== Entries provided ==
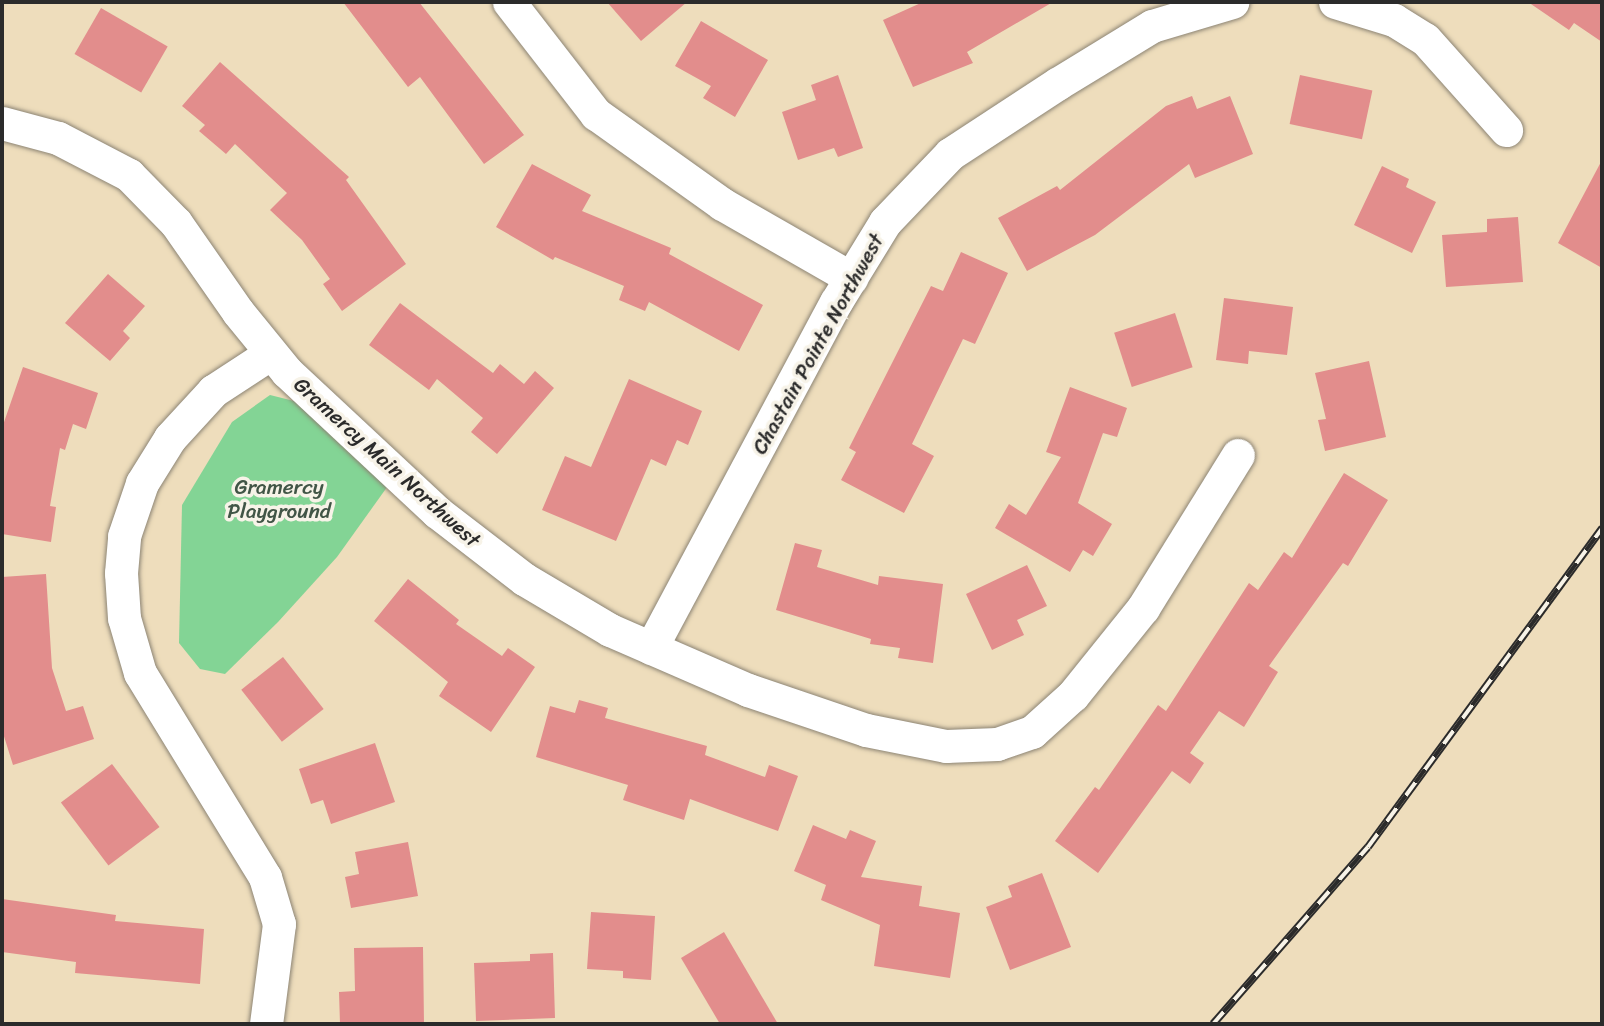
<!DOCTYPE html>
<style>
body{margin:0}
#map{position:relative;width:1604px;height:1026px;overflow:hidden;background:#eeddbc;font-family:Sriracha,sans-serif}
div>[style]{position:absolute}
.green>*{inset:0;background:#83d495}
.building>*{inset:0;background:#e28d8c;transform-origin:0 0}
.roads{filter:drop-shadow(0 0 2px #8c8474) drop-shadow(0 0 2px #8c8474)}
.minor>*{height:33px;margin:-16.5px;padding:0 16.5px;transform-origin:16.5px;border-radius:16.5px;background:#fff}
.rail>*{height:8px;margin-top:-4px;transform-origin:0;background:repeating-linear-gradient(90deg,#f7f3e8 0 16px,#2b2b2b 0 32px);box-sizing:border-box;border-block:2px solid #2b2b2b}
span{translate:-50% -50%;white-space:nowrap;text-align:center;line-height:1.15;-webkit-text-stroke:7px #f7f3e8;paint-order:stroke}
.street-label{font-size:21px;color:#2b2b2b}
.park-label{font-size:21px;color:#415546}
.frame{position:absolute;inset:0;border:4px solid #2b2b2b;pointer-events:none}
</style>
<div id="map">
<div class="green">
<div style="clip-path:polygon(270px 395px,294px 401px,390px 483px,337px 557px,278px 622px,225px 674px,200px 669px,179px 643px,182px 505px,232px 422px)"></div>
</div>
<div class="building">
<div style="clip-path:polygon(343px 2px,419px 2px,524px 135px,484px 164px,420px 77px,408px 87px)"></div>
<div style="clip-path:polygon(607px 2px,687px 2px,641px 41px)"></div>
<div style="clip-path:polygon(923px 2px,1053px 2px,967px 52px,973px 63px,913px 87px,883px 20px)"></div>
<div style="clip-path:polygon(1528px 2px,1602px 2px,1602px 42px,1574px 23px,1569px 30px)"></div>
<div style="left:101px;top:8px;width:77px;height:53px;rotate:30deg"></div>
<div style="clip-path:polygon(701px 21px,768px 60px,735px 117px,703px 98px,711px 86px,675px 66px)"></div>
<div style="clip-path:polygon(220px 62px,349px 177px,346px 180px,406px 264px,342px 311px,323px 284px,330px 279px,302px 240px,270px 210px,287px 193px,235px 144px,226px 154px,199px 131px,205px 125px,182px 106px)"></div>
<div style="clip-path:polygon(838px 75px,863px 148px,838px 157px,834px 148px,798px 160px,782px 112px,816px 100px,811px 85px)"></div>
<div style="left:1300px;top:75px;width:74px;height:50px;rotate:12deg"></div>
<div style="clip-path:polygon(1192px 96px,1197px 109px,1230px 96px,1253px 154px,1195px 178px,1189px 164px,1095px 235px,1027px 271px,998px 218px,1057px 186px,1060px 190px,1166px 106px)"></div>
<div style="clip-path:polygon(1602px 160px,1602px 268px,1558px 243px)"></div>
<div style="clip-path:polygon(532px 164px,591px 195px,582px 211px,671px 248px,669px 254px,763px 305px,739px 351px,649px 302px,645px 311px,619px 300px,624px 286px,555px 257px,553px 260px,496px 227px)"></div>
<div style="clip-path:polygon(1382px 166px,1409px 179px,1406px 187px,1436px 202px,1412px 253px,1354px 225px)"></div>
<div style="clip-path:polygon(1518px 217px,1523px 282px,1446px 287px,1442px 235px,1487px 232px,1487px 219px)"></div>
<div style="clip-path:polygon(961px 252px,1008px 273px,975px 344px,963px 339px,912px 444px,934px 456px,904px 513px,841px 480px,856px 452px,849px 448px,931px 286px,943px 291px)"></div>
<div style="clip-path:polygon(108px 274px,145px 306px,123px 331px,130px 338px,110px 361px,65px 323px)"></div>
<div style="clip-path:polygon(1224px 298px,1293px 307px,1287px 355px,1249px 351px,1248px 364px,1216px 360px)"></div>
<div style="clip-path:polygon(400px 303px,493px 373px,500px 364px,524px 384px,535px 371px,554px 388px,497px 454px,471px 432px,483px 418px,437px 379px,429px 390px,369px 345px)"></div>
<div style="left:1175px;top:313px;width:57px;height:64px;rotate:72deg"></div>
<div style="clip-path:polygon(1369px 361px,1386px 437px,1325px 451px,1318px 420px,1326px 419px,1315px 373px)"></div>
<div style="clip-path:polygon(23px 367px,98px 393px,86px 429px,73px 424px,65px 450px,60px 448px,50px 506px,56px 507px,51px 542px,2px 534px,2px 428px)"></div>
<div style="clip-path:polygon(629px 379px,702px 411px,688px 445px,677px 440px,666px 466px,651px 459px,616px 541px,542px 510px,565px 456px,591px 467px)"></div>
<div style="clip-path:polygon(1070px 387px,1127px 408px,1117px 437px,1103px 433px,1078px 503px,1112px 524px,1093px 556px,1083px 550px,1070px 572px,995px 528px,1009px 504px,1026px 515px,1061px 457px,1046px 452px)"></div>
<div style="clip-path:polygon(1344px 473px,1388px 500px,1348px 566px,1343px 563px,1269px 666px,1278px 672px,1244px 727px,1219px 711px,1190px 753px,1204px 763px,1190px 784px,1172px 771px,1098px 873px,1055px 841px,1095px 787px,1099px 790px,1158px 705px,1166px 711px,1249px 583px,1258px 590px,1284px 552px,1292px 558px)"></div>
<div style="clip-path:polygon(795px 543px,822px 550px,817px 567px,878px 585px,879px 576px,943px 584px,933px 663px,898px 658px,900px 648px,870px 644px,871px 639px,776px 610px)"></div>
<div style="clip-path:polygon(1027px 565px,1047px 606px,1017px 620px,1024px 635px,992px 650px,966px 594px)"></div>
<div style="clip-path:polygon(46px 574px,52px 668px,66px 711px,83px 706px,94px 739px,13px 765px,2px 730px,2px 577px)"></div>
<div style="clip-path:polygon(408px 579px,459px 620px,456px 624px,502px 656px,508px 648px,535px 667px,491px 732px,439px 696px,448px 682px,374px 621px)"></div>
<div style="left:283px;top:657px;width:66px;height:53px;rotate:52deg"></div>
<div style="clip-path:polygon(579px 700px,608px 708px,605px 718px,707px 746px,705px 755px,765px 777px,769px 765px,798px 776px,778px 831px,690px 799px,684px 820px,623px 800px,628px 785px,536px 757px,550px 706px,575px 713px)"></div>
<div style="clip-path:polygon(375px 743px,395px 802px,331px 824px,323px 800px,311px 804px,299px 769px)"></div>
<div style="left:112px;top:764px;width:79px;height:64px;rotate:53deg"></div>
<div style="clip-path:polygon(813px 825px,846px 839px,850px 830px,876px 841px,861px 877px,922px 886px,919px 906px,960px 913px,950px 978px,874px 966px,880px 925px,821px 900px,826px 885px,794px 871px)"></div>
<div style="clip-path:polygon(408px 842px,418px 896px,351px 908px,345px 877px,359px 874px,355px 852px)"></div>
<div style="clip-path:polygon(1042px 873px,1071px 947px,1010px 970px,986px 907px,1012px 897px,1008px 886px)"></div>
<div style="clip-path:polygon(2px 899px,116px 915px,115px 921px,204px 929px,200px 984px,75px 973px,76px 962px,2px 952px)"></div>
<div style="clip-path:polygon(591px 912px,655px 916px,651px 980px,623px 978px,623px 971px,587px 969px)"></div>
<div style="clip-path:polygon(724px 932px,778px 1024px,720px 1024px,681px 958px)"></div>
<div style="clip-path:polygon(423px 947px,424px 1024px,340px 1024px,339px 992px,355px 991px,354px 948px)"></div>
<div style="clip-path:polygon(553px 953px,555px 1018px,476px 1021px,474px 963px,530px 961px,530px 954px)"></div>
</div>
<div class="roads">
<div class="minor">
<div style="left:509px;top:2px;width:142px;rotate:52.2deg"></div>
<div style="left:596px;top:114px;width:155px;rotate:35.5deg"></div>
<div style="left:722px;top:204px;width:149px;rotate:29.8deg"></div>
<div style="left:1335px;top:2px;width:62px;rotate:17deg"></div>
<div style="left:1394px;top:20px;width:36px;rotate:32deg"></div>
<div style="left:1425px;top:39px;width:122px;rotate:48.3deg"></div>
<div style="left:2px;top:123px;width:58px;rotate:15deg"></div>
<div style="left:58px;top:138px;width:80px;rotate:27.5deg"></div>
<div style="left:129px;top:175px;width:67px;rotate:45.6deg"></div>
<div style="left:176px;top:223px;width:108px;rotate:55.1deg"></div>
<div style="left:238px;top:312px;width:77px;rotate:50.8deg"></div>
<div style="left:287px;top:372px;width:205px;rotate:43deg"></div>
<div style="left:437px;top:512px;width:110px;rotate:37.6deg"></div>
<div style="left:524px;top:579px;width:100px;rotate:30.7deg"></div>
<div style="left:610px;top:630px;width:150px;rotate:23.5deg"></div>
<div style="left:748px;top:690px;width:125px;rotate:18.7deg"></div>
<div style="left:866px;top:730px;width:82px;rotate:11.3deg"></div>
<div style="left:946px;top:746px;width:51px;rotate:-2.2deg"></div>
<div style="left:997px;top:744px;width:37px;rotate:-19deg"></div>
<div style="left:1032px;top:732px;width:55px;rotate:-42.1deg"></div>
<div style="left:1073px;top:695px;width:112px;rotate:-51.2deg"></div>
<div style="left:1143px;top:608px;width:180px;rotate:-58.2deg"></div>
<div style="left:651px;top:648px;width:392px;rotate:-61.9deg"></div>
<div style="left:836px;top:302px;width:94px;rotate:-58.5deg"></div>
<div style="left:885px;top:222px;width:94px;rotate:-46.3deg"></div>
<div style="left:950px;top:154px;width:128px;rotate:-33.2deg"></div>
<div style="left:1057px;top:84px;width:111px;rotate:-31.4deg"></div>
<div style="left:1152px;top:26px;width:84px;rotate:-16.7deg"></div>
<div style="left:266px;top:1024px;width:101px;rotate:-82.6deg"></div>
<div style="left:279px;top:924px;width:49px;rotate:-106.6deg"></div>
<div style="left:265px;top:877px;width:239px;rotate:-121.5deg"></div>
<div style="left:140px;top:673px;width:57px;rotate:-106.2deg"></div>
<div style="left:124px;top:618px;width:45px;rotate:-93.8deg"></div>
<div style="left:121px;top:573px;width:37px;rotate:-85deg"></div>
<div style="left:124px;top:536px;width:56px;rotate:-71.2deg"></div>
<div style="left:142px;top:483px;width:53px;rotate:-58.1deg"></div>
<div style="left:170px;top:438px;width:64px;rotate:-47.5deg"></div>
<div style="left:213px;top:391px;width:69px;rotate:-33.2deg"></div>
</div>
</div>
<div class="rail">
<div style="left:1213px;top:1024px;width:235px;rotate:-48.8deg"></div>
<div style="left:1368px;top:847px;width:396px;rotate:-53.7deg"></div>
</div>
<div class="street-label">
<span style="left:818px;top:344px;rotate:-61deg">Chastain Pointe Northwest</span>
<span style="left:387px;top:462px;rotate:42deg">Gramercy Main Northwest</span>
</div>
<div class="park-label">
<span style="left:279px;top:499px">Gramercy<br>Playground</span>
</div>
<div class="frame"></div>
</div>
===
What you need to do:
Copy exactly, and copy nothing else: the lines from the start of the data above through the line that holds "2px #8c8474) drop-shadow(0". The pictures stay out.

Output:
<!DOCTYPE html>
<style>
body{margin:0}
#map{position:relative;width:1604px;height:1026px;overflow:hidden;background:#eeddbc;font-family:Sriracha,sans-serif}
div>[style]{position:absolute}
.green>*{inset:0;background:#83d495}
.building>*{inset:0;background:#e28d8c;transform-origin:0 0}
.roads{filter:drop-shadow(0 0 2px #8c8474) drop-shadow(0 0 2px #8c8474)}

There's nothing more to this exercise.